We have seen in recent elections candidates with a minority of the popular vote being elected. In 2020, Trump lost just enough electoral votes in “swing” states where there were very slim majorities for Biden to lose.
For example, in Georgia in the 2020 election, Biden won the popular vote by less than 12,000 votes, just .23 percent of the total, and all of its electors went to Biden.
Trump pleaded with Georgia’s election officials to “find” just one more vote for him than for Biden, but failed.
The institutionalization of the two-party system by laws passed by both Democrats and Republicans means that third parties have almost no chance at representation in Congress, unlike the multiple parties in many parliamentary countries.
The power of the US Supreme Court is unequaled in any other country. This was brought home to many people recently when the Court overturned the right to abortion, in the face of a majority of people opposing that move.

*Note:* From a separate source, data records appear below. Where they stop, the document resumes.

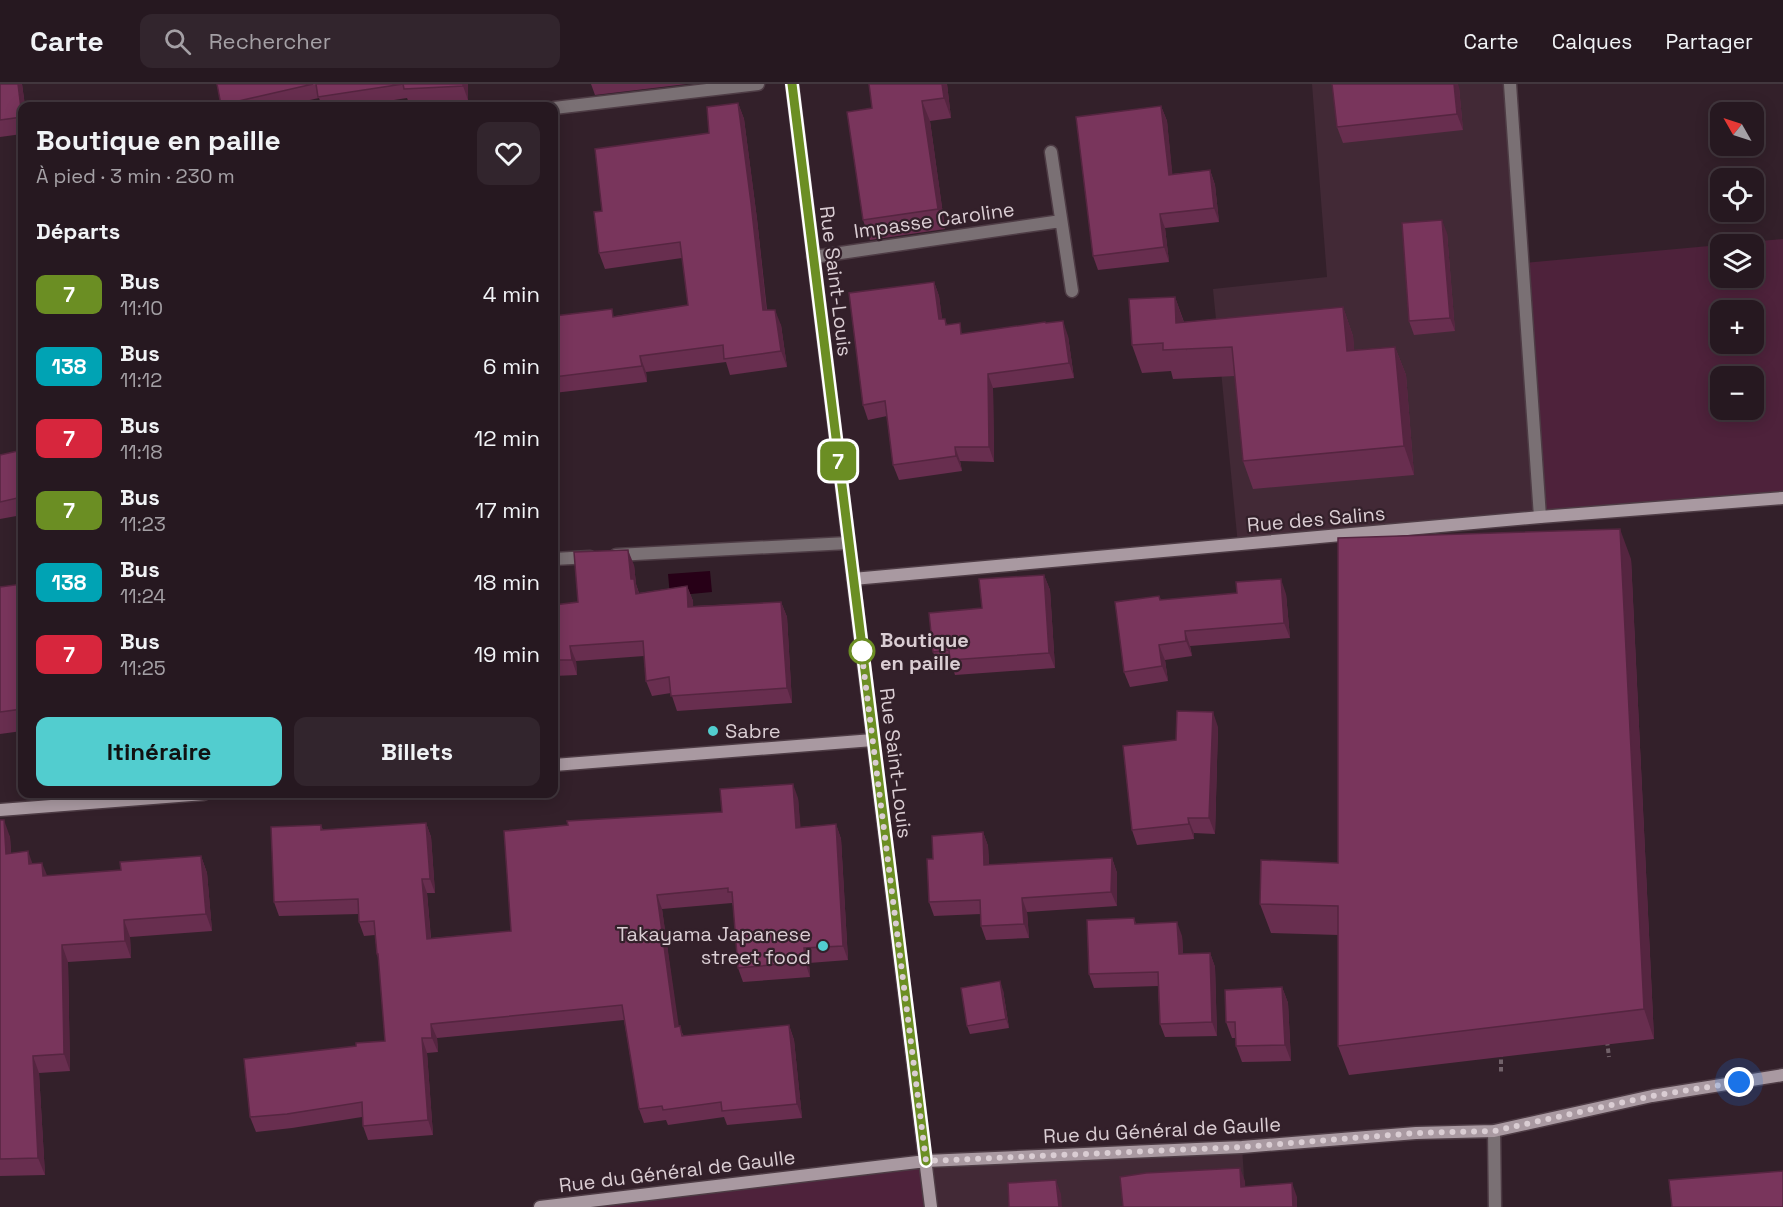 <!DOCTYPE html>
<html lang="fr">
<head>
<meta charset="utf-8">
<style>
  :root { --surface:#261820; --page:#32252d; --text:#f1f3f6; --muted:#a4a0a5; --line:#42373e; --accent:#52cdcf }
  body { margin:0; font-family:"Space Grotesk",sans-serif; background:var(--page); color:var(--text); height:100vh; display:flex; flex-direction:column; font-size:22px; white-space:nowrap }
  * { box-sizing:border-box; margin:0 }
  p { font-size:20px; color:var(--muted) }
  .icon { flex:none; width:33px; height:33px; fill:none; stroke:currentColor; stroke-width:2; stroke-linecap:round; stroke-linejoin:round }
  .map { position:relative; flex:1; overflow:hidden }
  .side { position:absolute; left:18px; top:18px; width:540px; height:696px; display:flex; flex-direction:column; background:var(--surface); border-radius:12px; box-shadow:0 3px 15px #0003,0 0 0 2px var(--line) }
  .side>* { flex:none }
  .badge { padding:0 12px; border-radius:9px; font-size:21px; line-height:39px }
  .needle { width:39px; rotate:309deg }
  .controls { position:absolute; left:1710px; top:18px; display:grid; gap:12px }
  .controls a { display:grid; place-items:center; width:54px; height:54px; border-radius:12px; background:var(--surface); box-shadow:0 3px 15px #0003,0 0 0 2px var(--line); font-size:30px }
  .you { position:absolute; width:30px; height:30px; margin:-15px; border:4px solid #fff; border-radius:50%; background:#1a73e8; box-shadow:0 0 0 9px #1a73e833 }
  .map>.badge { position:absolute; translate:-50% -50%; box-shadow:0 0 0 3px #fff }
  h2 { padding:0 18px; font-size:22px; line-height:54px }
  .round { display:grid; place-items:center; flex:none; width:63px; height:63px; border-radius:12px; background:var(--page) }
  .head { display:flex; align-items:center; justify-content:space-between; height:102px; padding:0 18px }
  h1 { font-size:28px; font-weight:800; line-height:45px }
  .button { display:flex; gap:12px; margin-top:auto; padding:12px 18px }
  .button a { flex:1; height:69px; border-radius:12px; background:var(--accent); color:#111; font-size:24px; font-weight:800; line-height:69px; text-align:center }
  .button a+a { background:var(--page); color:var(--text) }
  ul { padding:0; list-style:none }
  li { display:flex; align-items:center; gap:18px; height:72px; padding:0 18px }
  li div { flex:1 }
  li b { display:block; font-size:22px }
  li em { font-style:normal }
  li .badge { min-width:66px; font-weight:700; text-align:center }
  header { display:flex; align-items:center; gap:36px; box-sizing:border-box; height:84px; padding:0 30px; background:var(--surface); border-bottom:2px solid var(--line) }
  header strong { font-size:28px }
  nav { display:flex; gap:33px; margin-inline-start:auto; font-size:21px }
  .search { width:420px; height:54px; background:var(--page); display:flex; align-items:center; gap:15px; box-sizing:border-box; padding:0 21px; border-radius:12px; color:var(--muted); font-size:22px }
  .map>svg:first-child { display:block }
</style>
</head>
<body>
<header>
<strong>Carte</strong>
<div class="search"><svg class="icon" aria-label="search" viewBox="0 0 24 24"><circle cx="10" cy="10" r="6"/><path d="M15 15l6 6"/></svg>Rechercher</div>
<nav><a>Carte</a><a>Calques</a><a>Partager</a></nav>
</header>
<div class="map">
<svg width="1783" height="1123" viewBox="0 0 1783 1123">
  <rect width="100%" height="100%" fill="#33202a"/>
  <path fill="#422936" d="M1312,0H1510L1540,433L1238,461L1213,205L1327,193Z
    M1242,1063L1246,1123H931L926,1077Z"/>
  <path fill="#4e223b" fill-rule="evenodd" d="M1783,155V414L1540,433L1523,179L1720,161V194H1754V160H1727ZM1720,226H1754V260H1720ZM1720,292H1754V326H1720Z
    M926,1077L931,1123H540Z"/>
  <path fill="#270017" d="M710,487L712,508L670,512L668,490Z"/>
  <g fill="none" stroke-linecap="round" stroke-linejoin="round">
    <g stroke="#4e3c45" stroke-width="15">
      <path id="lane" d="M554,24L758,0
        M1051,68L1072,207
        M813,173L1061,137
        M616,471L848,459
        M554,475L590,473
        M1494,1047L1495,1123"/>
    </g>
    <g stroke="#4e3c45" stroke-width="15">
      <path id="street" d="M1510,0L1540,433"/>
    </g>
    <g stroke="#4e3c45" stroke-width="15">
      <path id="secondary" d="M792,0L931,1123
        M853,495L1540,433L1783,414
        M554,681L873,656
        M0,726L204,710
        M540,1123L926,1077L1242,1063L1416,1049L1494,1047L1652,1012L1783,991"/>
    </g>
    <path stroke="#72626a" stroke-width="4" stroke-dasharray="4.5 3" stroke-linecap="butt" d="M1607,957L1609,973
      M1501,968V988"/>
    <use href="#lane" stroke="#7a7074" stroke-width="12"/>
    <use href="#street" stroke="#7a7074" stroke-width="12"/>
    <use href="#secondary" stroke="#a999a1" stroke-width="12"/>
  </g>
  <path fill="#682e4f" d="M0,0H22L25,22H22V50L0,53Z
    M217,0H468V16L409,19L407,14L355,22H322L319,14L282,22H222Z
    M591,0H687L595,11Z
    M947,0L951,34L930,37L945,145L870,156L863,136L872,24Z
    M1459,3L1463,46L1343,59L1337,43Z
    M738,19L744,35L757,135L767,226L781,241L787,283L730,291L726,278L646,288L647,298L554,309V232H615L688,221L682,174L605,185L599,169L602,127L709,49Z
    M1161,22L1167,37L1172,90L1210,86L1215,101L1219,138L1165,144L1169,178L1098,186L1093,172Z
    M1447,149L1455,247L1414,251L1409,237Z
    M934,198L939,212L942,235H945L947,241L964,250L1046,239L1068,252L1074,294L993,304L994,378L960,377L962,387L899,396L893,381L887,332L868,336L863,321Z
    M1175,213L1184,238L1343,223L1353,252L1354,266L1395,263L1406,291L1414,391L1253,405L1243,377L1235,292L1173,295L1171,287L1142,289L1132,261Z
    M22,366V431L0,435V371Z
    M1631,475L1654,955L1349,991L1338,962V851L1271,849L1260,820L1338,779Z
    M634,481L636,500L639,509L687,502L693,517V522L781,518L787,533L792,619L677,627L671,609L652,612L646,597L644,572L576,577L577,591L554,592L555,603H554V521L578,518Z
    M1044,491L1050,506L1055,584L955,591L952,581L939,583L933,568L982,524Z
    M22,500V647L0,650V503Z
    M1286,510L1290,554L1190,562L1192,572L1165,576L1168,597L1130,603L1124,588L1159,512L1161,516Z
    M1218,643L1215,750L1194,749V755L1137,761L1132,746L1176,656Z
    M798,714L800,743L836,740L841,755L848,876L809,879L810,893L743,898L738,884L733,822L732,819L662,825L678,942L684,952L789,941L794,956L802,1034L727,1041L724,1033L668,1041L666,1036L644,1039L639,1025L624,936L437,954L438,968L427,969L433,1051L368,1056L363,1042L362,1033L292,1044L256,1048L250,1033L356,962L385,957L379,877L377,870L375,851L364,852L359,838V830L279,832L274,818L321,741L323,746L426,739L431,753L435,809H427L431,854L511,847L722,728Z
    M0,736L10,753L11,769L33,780L47,792L121,786L201,772L207,789L212,847L130,853L131,874L68,878L70,987L39,989L45,1091L0,1092Z
    M983,748L988,762L989,781L1112,774L1117,789V822L1027,828L1029,854L986,856L981,842V830L934,832L929,818L933,775Z
    M1134,834L1136,840L1182,852L1183,870L1210,869L1215,883L1217,952L1165,953L1160,940L1158,902L1094,904L1089,890Z
    M1282,903L1288,919L1291,977L1242,978L1236,962V954H1232L1226,938Z
    M1003,906L1009,944L970,950L967,942Z"/>
  <path fill="#552540" d="M18,0H22L25,22H22V33Z
    M463,0H468V16L463,2Z
    M942,0H947L951,34L944,14Z
    M1454,0H1458L1459,3L1463,46L1457,30Z
    M922,17L930,37L945,145L938,125Z
    M738,19L744,35L757,135L768,241L763,226Z
    M1161,22L1167,37L1174,105L1169,91Z
    M1210,86L1215,101L1219,138L1214,124Z
    M1160,130L1165,144L1169,178L1164,163Z
    M1442,136L1447,149L1455,247L1450,234Z
    M934,198L939,212L944,249L939,235Z
    M1175,213L1185,242L1187,267L1176,239Z
    M1343,223L1353,252L1357,295L1347,267Z
    M775,226L781,241L787,283L781,267Z
    M1063,237L1068,252L1074,294L1069,279Z
    M1395,263L1406,291L1414,391L1404,362Z
    M640,272L646,288L647,298L642,282Z
    M988,290L993,304L994,378L989,363Z
    M955,363L960,377L962,387L956,372Z
    M1620,445L1631,475L1654,955L1644,925Z
    M628,466L634,481L636,500L639,510H636L631,495Z
    M1044,491L1050,506L1055,584L1049,569Z
    M1281,495L1286,510L1290,554L1284,539Z
    M687,502L693,517L694,538L688,523Z
    M781,518L787,533L792,619L787,604Z
    M1185,547L1190,562L1192,572L1186,557Z
    M1159,561L1165,576L1168,597L1162,582Z
    M570,562L576,577L577,591L572,576Z
    M1213,628L1218,643L1215,750L1209,734Z
    M793,700L798,714L802,758L796,744Z
    M1188,734L1194,749V755L1189,740Z
    M4,736L10,753L12,786L6,770Z
    M426,739L431,753L435,809L430,795Z
    M836,740L841,755L848,876L843,862Z
    M983,748L988,762L990,795L984,781Z
    M28,767L34,784L29,780Z
    M201,772L207,789L212,847L206,830Z
    M1112,774L1117,789V822L1111,808Z
    M42,779L49,796L43,792Z
    M422,795L427,809L432,869L427,855Z
    M657,811L662,825L681,957L675,943Z
    M1022,814L1027,828L1029,854L1024,840Z
    M124,836L130,853L131,874L125,857Z
    M1177,838L1182,852L1184,884L1179,870Z
    M62,861L68,878L70,987L64,970Z
    M804,864L809,879L810,893L805,878Z
    M1210,869L1215,883L1217,952L1212,938Z
    M1000,897L1003,906L1009,944L1006,935Z
    M1282,903L1288,919L1291,977L1285,961Z
    M431,940L437,954L438,968L432,954Z
    M789,941L794,956L802,1034L797,1020Z
    M422,954L427,969L433,1051L428,1036Z
    M33,972L39,989L45,1091L38,1074Z
    M1240,1084L1245,1097L1246,1117L1241,1103Z
    M1056,1096L1061,1110L1062,1123H1059Z
    M1292,1099L1297,1113V1123H1293Z"/>
  <path fill="#79355c" stroke="#552540" stroke-width="1.5" d="M0,0H18L22,33L0,36Z
    M217,0H313L221,21Z
    M316,0H403L318,13Z
    M403,0H463V2L404,5Z
    M869,0H942L944,14L922,17L938,125L863,136L847,28L872,24Z
    M1332,0H1454L1457,30L1337,43Z
    M738,19L751,119L763,226H775L781,267L724,275L723,261L640,272L642,282L554,293V232L612,225L613,233L688,221L680,158L599,169L594,128L602,127L595,65L709,49L707,23Z
    M1161,22L1169,91L1210,86L1214,124L1160,130L1164,163L1093,172L1076,33Z
    M1442,136L1450,234L1409,237L1402,139Z
    M934,198L939,235H945L946,241L960,239L961,250L1045,238L1046,239L1063,237L1069,279L988,290L989,363H955L956,372L893,381L885,317L863,321L849,209Z
    M1175,213L1176,239L1343,223L1347,267L1395,263L1404,362L1243,377L1232,263L1163,266V259L1132,261L1129,215Z
    M22,366V413L0,418V371Z
    M1620,445L1644,925L1338,962V822L1260,820L1261,776L1338,779V454Z
    M628,466L631,495H634L636,510L687,502L688,523L781,518L787,604L671,612L669,593L646,597L643,557L570,562L572,576H554V521L578,518L574,468Z
    M1044,491L1049,569L950,576L949,566L933,568L929,529L982,524L979,495Z
    M1281,495L1284,539L1185,547L1186,557L1159,561L1162,582L1124,588L1115,518L1159,512L1160,516L1237,509L1236,498Z
    M22,500V625L0,628V503Z
    M1177,627L1213,628L1209,734H1188L1189,740L1132,746L1123,662L1176,656Z
    M793,700L796,744L836,740L843,862L804,864L805,878L738,884L732,808H728V804L657,811L675,943L680,942L682,952L789,941L797,1020L722,1027L721,1018L663,1026L662,1022L639,1025L622,921L431,940L432,954H422L428,1036L363,1042L362,1018L287,1030L250,1033L244,975L356,962V959L385,957L378,870H377L374,837L359,838L358,815L274,818L271,743L321,741V746L426,739L430,795H422L427,855L511,847L504,747L568,741L567,737L722,728L720,705Z
    M0,736H4L6,770L28,767L29,780L42,779L43,792L121,786L120,778L201,772L206,830L124,836L125,857L62,861L64,970L33,972L38,1074L0,1075Z
    M983,748L984,781L1112,774L1111,808L1022,814L1024,840L981,842L980,816L929,818L927,775H933L932,752Z
    M1134,834L1135,840L1177,838L1179,870L1210,869L1212,938L1160,940L1158,888L1089,890L1087,836Z
    M1000,897L1006,935L967,942L961,904Z
    M1282,903L1285,961L1236,962L1235,938H1226L1225,906Z
    M1240,1084L1241,1103L1292,1099L1293,1123H1120H1123L1120,1093L1146,1089Z
    M1783,1087V1123H1672L1669,1096Z
    M1056,1096L1059,1123H1009L1008,1099Z"/>
  <g fill="none" stroke-linecap="round" stroke-linejoin="round">
    <g stroke="#fff" stroke-width="14">
      <path id="line" d="M792,0L926,1077"/>
    </g>
    <use href="#line" stroke="#6b8e23" stroke-width="9"/>
    <path stroke="#dacdd3" stroke-width="6" stroke-dasharray="0 10.8" d="M862,567L861,564L926,1077L1242,1063L1416,1049L1494,1047L1652,1012L1739,998"/>
  </g>
  <circle fill="#fff" stroke="#6b8e23" stroke-width="3" cx="862" cy="567" r="12"/>
  <g fill="#52cdcf" stroke="#33202a" stroke-width="2">
    <circle cx="713" cy="647" r="6"/>
    <circle cx="823" cy="862" r="6"/>
  </g>
  <g text-anchor="middle" stroke-width="4.5" stroke-linejoin="round" paint-order="stroke">
    <g font-size="20" fill="#dacdd3" stroke="#33202a">
      <text transform="translate(934 136) rotate(-8)" y="7">Impasse Caroline</text>
      <text transform="translate(836 197) rotate(83)" y="7">Rue Saint-Louis</text>
      <text transform="translate(1316 435) rotate(-5)" y="7">Rue des Salins</text>
      <text transform="translate(896 679) rotate(83)" y="7">Rue Saint-Louis</text>
      <text transform="translate(1162 1046) rotate(-3)" y="7">Rue du Général de Gaulle</text>
      <text transform="translate(677 1087) rotate(-7)" y="7">Rue du Général de Gaulle</text>
    </g>
    <g font-size="20" font-weight="bold" fill="#dacdd3" stroke="#33202a" text-anchor="start">
      <text x="880" y="563">Boutique<tspan x="880" dy="23">en paille</tspan></text>
    </g>
    <g font-size="20" fill="#dacdd3" stroke="#33202a" text-anchor="start">
      <text x="725" y="654">Sabre</text>
      <text x="811" y="857" text-anchor="end">Takayama Japanese<tspan x="811" dy="23">street food</tspan></text>
    </g>
  </g>
</svg>
<div class="controls">
<a><svg class="needle" viewBox="-14 -14 28 28"><path d="M0-13l5 13h-10z" fill="#e53935"/><path d="M0 13l5-13h-10z" fill="#a4a0a5"/></svg></a>
<a><svg class="icon" aria-label="locate" viewBox="0 0 24 24"><circle cx="12" cy="12" r="6"/><path d="M12 2v4M12 18v4M2 12h4M18 12h4"/></svg></a>
<a><svg class="icon" aria-label="layers" viewBox="0 0 24 24"><path d="M12 4l9 5-9 5-9-5zM3 14l9 5 9-5"/></svg></a>
<a>+</a>
<a>−</a>
</div>
<div class="you" style="left:1739px;top:998px"></div>
<b class="badge" style="left:838px;top:377px;background:#6b8e23;color:#fff">7</b>
<section class="side">
<div class="head"><div><h1>Boutique en paille</h1><p>À pied · 3 min · 230 m</p></div><a class="round"><svg class="icon" aria-label="heart" viewBox="0 0 24 24"><path d="M12 20l-8-8c-3-5 5-10 8-4 3-6 11-1 8 4z"/></svg></a></div>
<h2>Départs</h2>
<ul>
<li><span class="badge" style="background:#6b8e23;color:#fff">7</span><div><b>Bus</b><p>11:10</p></div><em>4 min</em></li>
<li><span class="badge" style="background:#00a3b4;color:#fff">138</span><div><b>Bus</b><p>11:12</p></div><em>6 min</em></li>
<li><span class="badge" style="background:#d7263d;color:#fff">7</span><div><b>Bus</b><p>11:18</p></div><em>12 min</em></li>
<li><span class="badge" style="background:#6b8e23;color:#fff">7</span><div><b>Bus</b><p>11:23</p></div><em>17 min</em></li>
<li><span class="badge" style="background:#00a3b4;color:#fff">138</span><div><b>Bus</b><p>11:24</p></div><em>18 min</em></li>
<li><span class="badge" style="background:#d7263d;color:#fff">7</span><div><b>Bus</b><p>11:25</p></div><em>19 min</em></li>
</ul>
<div class="button"><a>Itinéraire</a><a>Billets</a></div>
</section>
</div>
</body>
</html>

In this case, the Court overturned its own 1973 ruling that legalized abortion. But the Court has the power to overturn any legislation passed by Congress, and the wording of its ruling when doing so has the force of Constitutional law.
It can also declare any executive action unconstitutional.
There is a concept called “independent legislature theory”, which was once a fringe concept. But a case now before the Court could uphold part or all of this “theory”, which includes that state legislatures can overturn that state’s elections for federal offices for either house of Congress or the Electoral College, something Trump tried to get done but failed.
What the Supreme Court decides will not be known until its current term is over in some months.
These are just the built-in violations of bourgeois democracy in the US compared to countries with parliamentary systems. Of course, there are more, as in every bourgeois democracy.